3. Kitchen Table Polyamory
You, your partner, your partner’s other partner, and any other partners of partners all hang
out together as friends, regardless of who is or isn’t sleeping with whom, says Cosmo’s ‘Navigating Non-Monogamy’ columnist, Zachary Zane, author of Boyslut: A Memoir and Manifesto. This is distinct from other polyamorous situations in which metamours rarely (if ever) interact, which brings us to...
4. Garden Party Polyamory
Similar to the kitchen table kind but a tad less cozy.

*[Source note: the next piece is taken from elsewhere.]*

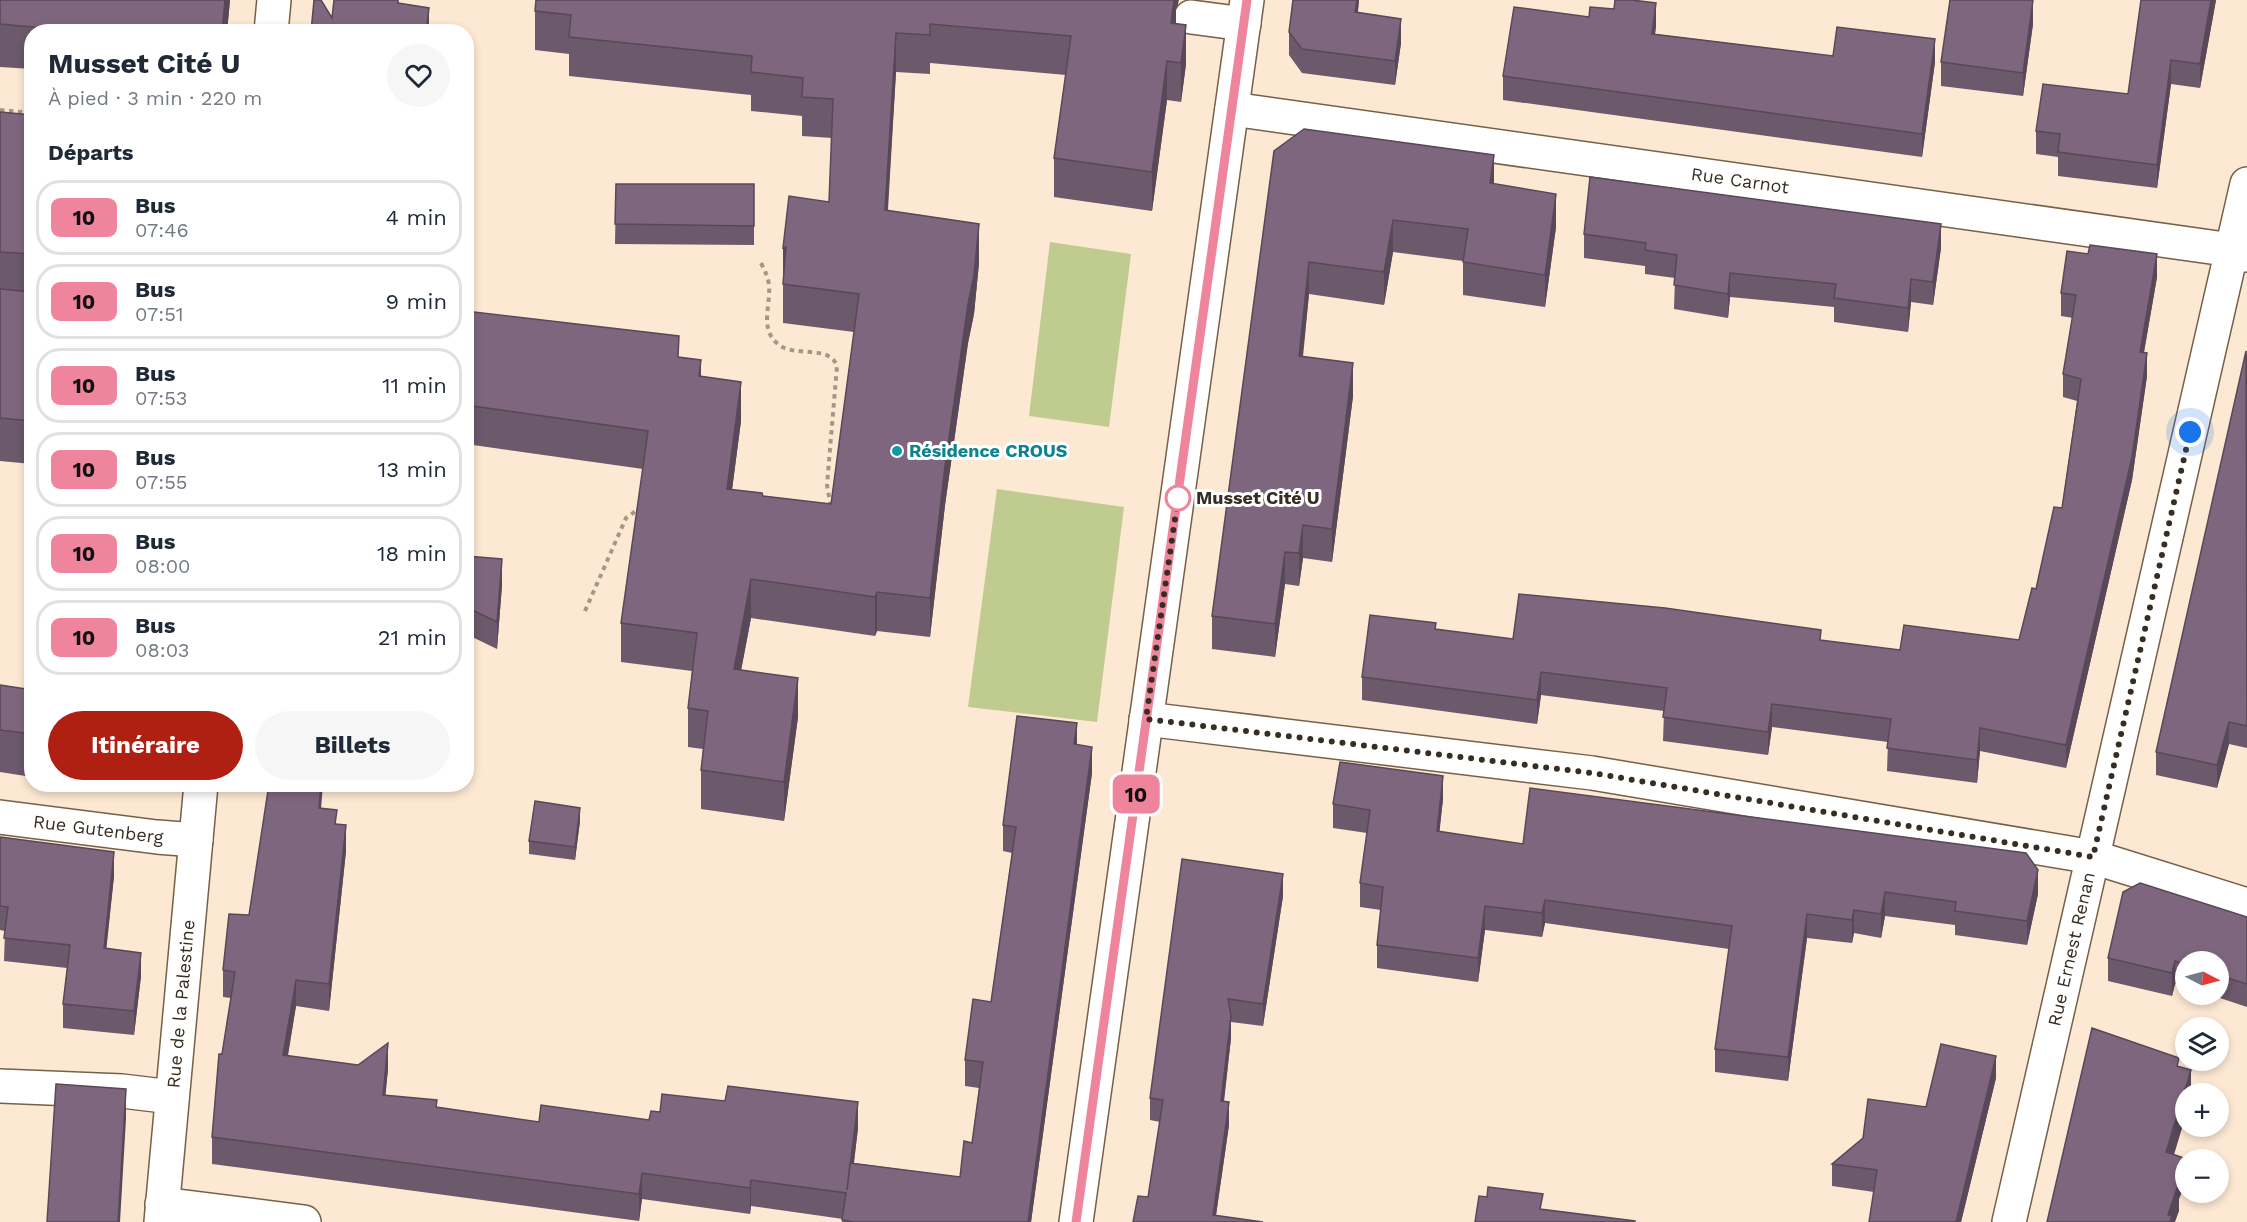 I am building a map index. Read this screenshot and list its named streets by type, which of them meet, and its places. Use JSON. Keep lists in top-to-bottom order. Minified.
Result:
{"streets":{"street":["Rue Carnot","Rue Gutenberg","Rue Ernest Renan","Rue de la Palestine"]},"crossings":[["Rue Carnot","Rue Ernest Renan"],["Rue Gutenberg","Rue de la Palestine"]],"places":["Résidence CROUS","Musset Cité U"],"lines":["bus line 10"],"north":"right","page":{"on_map":"10","heading":[["Musset Cité U","À pied · 3 min · 220 m"],"Départs"],"list":[{"mark":"10","name":"Bus","note":"07:46","value":"4 min"},{"mark":"10","name":"Bus","note":"07:51","value":"9 min"},{"mark":"10","name":"Bus","note":"07:53","value":"11 min"},{"mark":"10","name":"Bus","note":"07:55","value":"13 min"},{"mark":"10","name":"Bus","note":"08:00","value":"18 min"},{"mark":"10","name":"Bus","note":"08:03","value":"21 min"}],"buttons":["Itinéraire","Billets"],"map_buttons":["+","−"]}}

In a garden party scenario, metamours are cool with sometimes hanging out in big groups on special occasions but don’t form close friendships or see each other all that regularly.
5. Parallel Polyamory
A more compartmentalized approach where parallel poly practitioners keep their relationships separate. Metamours are aware of each other’s existence but never meet, says Zane.

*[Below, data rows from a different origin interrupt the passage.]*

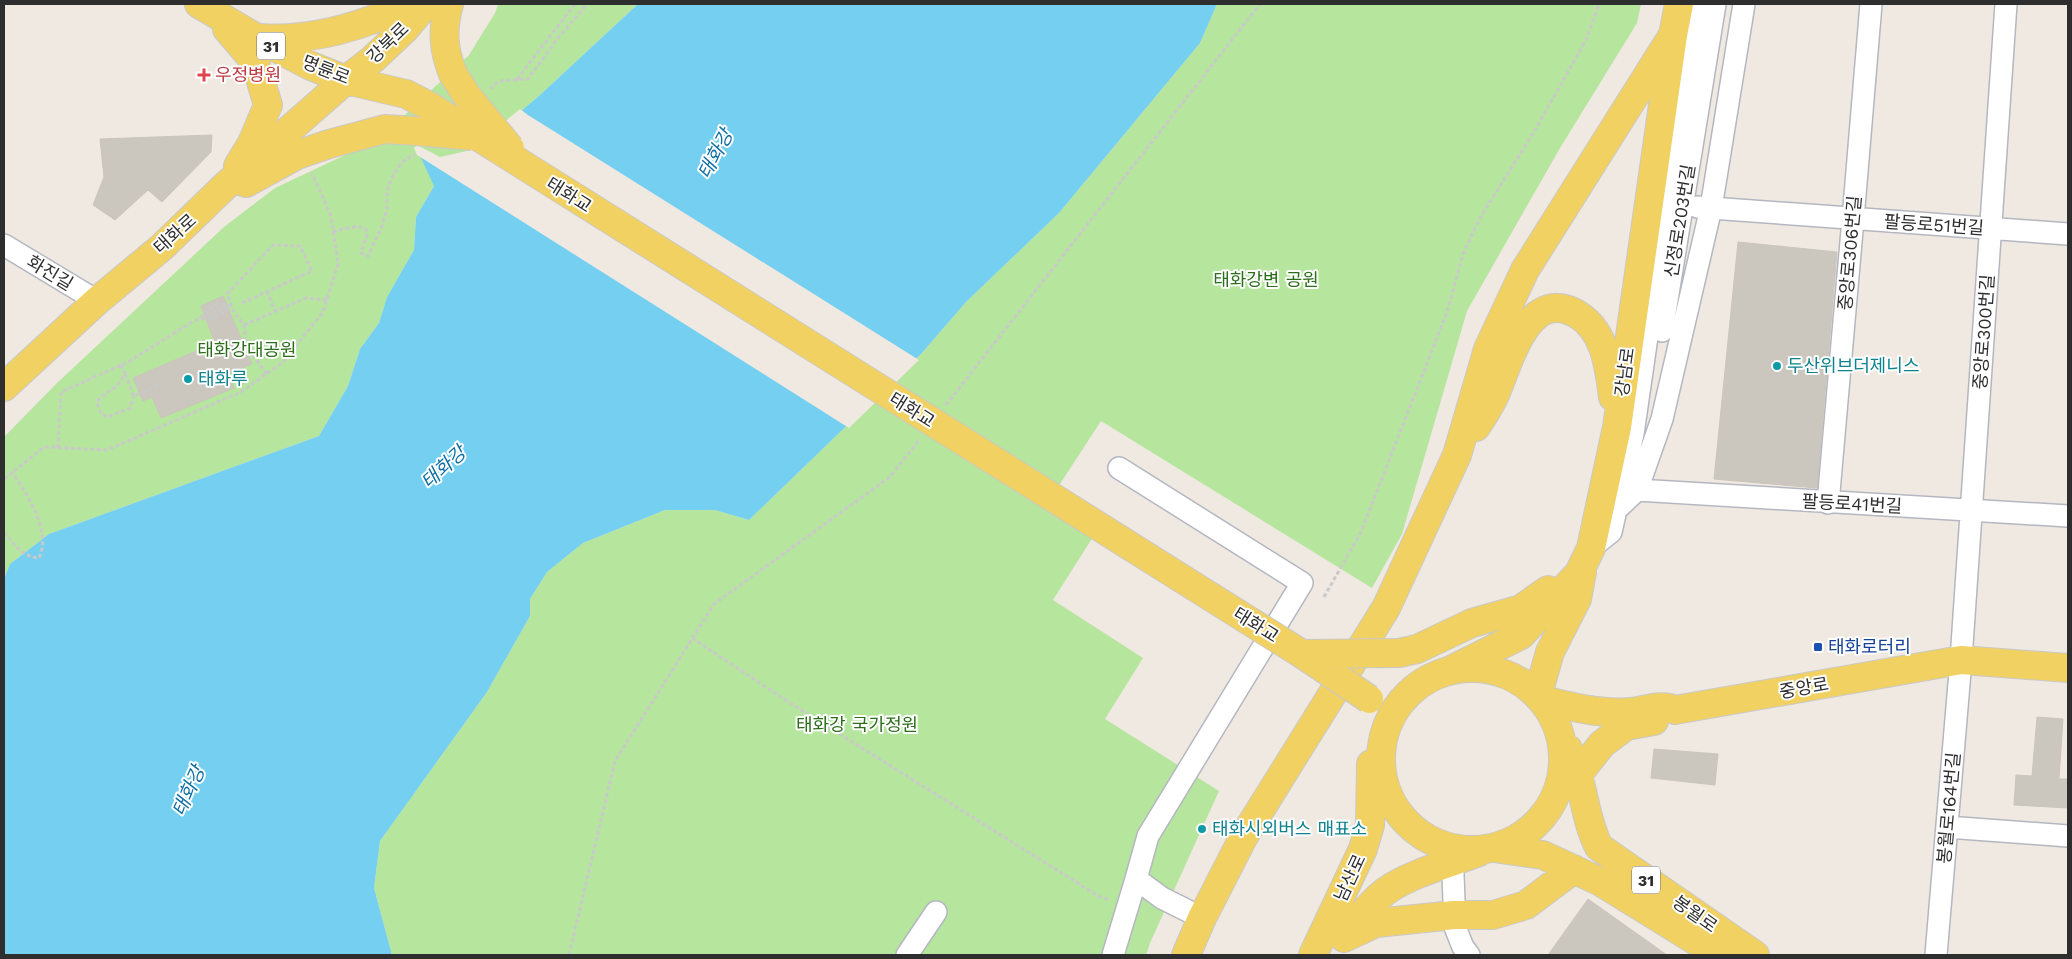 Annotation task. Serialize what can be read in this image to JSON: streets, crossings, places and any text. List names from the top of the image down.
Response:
{
  "streets": {
    "main road": [
      "강북로",
      "31",
      "명륜로",
      "태화교",
      "태화로",
      "강남로",
      "중앙로",
      "남산로",
      "봉월로"
    ],
    "street": [
      "신정로203번길",
      "팔등로51번길",
      "중앙로306번길",
      "화진길",
      "중앙로300번길",
      "팔등로41번길",
      "봉월로164번길"
    ]
  },
  "crossings": [
    ["강북로", "명륜로"],
    ["강북로", "태화로"],
    ["명륜로", "태화교"],
    ["명륜로", "태화로"],
    ["신정로203번길", "팔등로51번길"],
    ["신정로203번길", "강남로"],
    ["팔등로51번길", "중앙로306번길"],
    ["팔등로51번길", "중앙로300번길"],
    ["태화로", "화진길"],
    ["중앙로306번길", "팔등로41번길"],
    ["중앙로300번길", "팔등로41번길"],
    ["중앙로300번길", "중앙로"],
    ["중앙로300번길", "봉월로164번길"],
    ["중앙로", "봉월로164번길"]
  ],
  "water": ["태화강"],
  "parks": ["태화강변 공원", "태화강대공원", "태화강 국가정원"],
  "places": {
    "health": ["우정병원"],
    "other": ["두산위브더제니스", "태화루", "태화시외버스 매표소"],
    "transit": ["태화로터리"]
  }
}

6. Hierarchical Non-Monogamy
A dynamic in which some connections are considered more significant than others. Example: A couple opens their relationship but maintains a primary partnership with each other that takes precedence over any other romantic or sexual encounters they pursue on the side.
7. Relationship Anarchy
Coined by Andie Nordgren in a pamphlet in 2006, relationship anarchy—or RA— is a relationship style in which there are no rules or expectations other than the ones the people in the relationship decide upon. Basically, tossing traditional societal ideas of what relationships “should be” and defining them for yourself, with your partner(s), however you damn please.
8. Solo Polyamory
When someone has multiple romantic or sexual connections without “sharing” their life with a partner. They are committed to their single status and may consider themselves their own primary partner, avoiding nesting behaviors like moving in together or merging finances, says sex psychotherapist Gigi Engle. Even so, they may still forge deeply meaningful, often romantically significant, relationships as opposed to “just hooking up” or casually dating.
9. Unicorn Quad
When four partners are all in relationships with one another—named for how rarely this actually happens IRL, says sex educator Leanne Yau, founder of the blog Poly Philia. Other kinds of quads do exist, but not everyone is necessarily dating everyone else. Some non-unicorn ones may include two couples who partner swap or partners who are dating more of their fellow quad members than others are.
10. Don’t Ask, Don’t Tell
“As a therapist, I don’t recommend DADT agreements,” says Engle of this policy in which non-monogamous couples have sex outside their relationships but agree to keep it a secret. “They are often an attempt to avoid difficult feelings that tend to come out later and cause fractures in relationships.”